● **Data extracted from a collection**
--- START ---

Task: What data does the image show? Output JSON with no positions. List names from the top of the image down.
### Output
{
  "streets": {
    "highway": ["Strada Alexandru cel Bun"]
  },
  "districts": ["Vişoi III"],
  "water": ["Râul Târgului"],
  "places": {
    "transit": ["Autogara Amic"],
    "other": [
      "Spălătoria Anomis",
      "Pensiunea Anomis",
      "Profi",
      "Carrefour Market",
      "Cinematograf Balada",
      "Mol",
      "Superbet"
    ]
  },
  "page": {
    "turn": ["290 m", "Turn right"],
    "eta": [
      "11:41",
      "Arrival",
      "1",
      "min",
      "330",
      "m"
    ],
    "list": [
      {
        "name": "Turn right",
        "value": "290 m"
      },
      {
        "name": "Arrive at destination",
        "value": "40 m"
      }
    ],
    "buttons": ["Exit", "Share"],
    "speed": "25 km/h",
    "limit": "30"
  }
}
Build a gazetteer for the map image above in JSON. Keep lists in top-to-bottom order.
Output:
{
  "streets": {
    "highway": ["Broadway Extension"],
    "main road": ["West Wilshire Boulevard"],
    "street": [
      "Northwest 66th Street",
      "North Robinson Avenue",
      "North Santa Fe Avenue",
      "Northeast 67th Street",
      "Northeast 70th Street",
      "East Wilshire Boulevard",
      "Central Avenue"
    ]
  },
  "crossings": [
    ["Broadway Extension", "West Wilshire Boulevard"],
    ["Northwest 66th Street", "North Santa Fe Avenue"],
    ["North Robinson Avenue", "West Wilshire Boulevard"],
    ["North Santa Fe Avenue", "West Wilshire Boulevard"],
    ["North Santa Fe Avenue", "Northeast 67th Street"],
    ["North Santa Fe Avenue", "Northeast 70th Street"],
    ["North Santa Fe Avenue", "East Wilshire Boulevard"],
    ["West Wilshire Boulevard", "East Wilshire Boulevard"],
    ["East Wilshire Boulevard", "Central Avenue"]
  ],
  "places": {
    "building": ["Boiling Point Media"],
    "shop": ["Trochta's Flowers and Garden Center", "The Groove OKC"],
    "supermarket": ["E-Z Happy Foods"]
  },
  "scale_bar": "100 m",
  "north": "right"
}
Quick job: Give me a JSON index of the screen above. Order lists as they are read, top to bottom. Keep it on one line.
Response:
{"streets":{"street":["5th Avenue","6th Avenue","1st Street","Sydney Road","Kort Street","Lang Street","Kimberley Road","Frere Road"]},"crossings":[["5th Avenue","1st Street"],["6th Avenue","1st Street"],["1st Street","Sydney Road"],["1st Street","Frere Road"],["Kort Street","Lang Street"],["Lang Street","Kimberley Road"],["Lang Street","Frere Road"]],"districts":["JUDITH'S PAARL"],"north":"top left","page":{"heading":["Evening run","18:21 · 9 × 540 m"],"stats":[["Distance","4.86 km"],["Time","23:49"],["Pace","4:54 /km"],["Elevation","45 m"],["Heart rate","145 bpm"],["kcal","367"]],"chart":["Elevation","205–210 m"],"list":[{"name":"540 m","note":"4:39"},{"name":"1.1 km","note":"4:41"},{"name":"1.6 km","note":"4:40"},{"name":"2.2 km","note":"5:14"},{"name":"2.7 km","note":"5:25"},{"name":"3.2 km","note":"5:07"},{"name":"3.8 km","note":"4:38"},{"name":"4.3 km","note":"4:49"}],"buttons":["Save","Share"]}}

--- END ---

Each line of the data that has the string "JSON" should be returned.

● **Exercise response**
Task: What data does the image show? Output JSON with no positions. List names from the top of the image down.
Build a gazetteer for the map image above in JSON. Keep lists in top-to-bottom order.
Quick job: Give me a JSON index of the screen above. Order lists as they are read, top to bottom. Keep it on one line.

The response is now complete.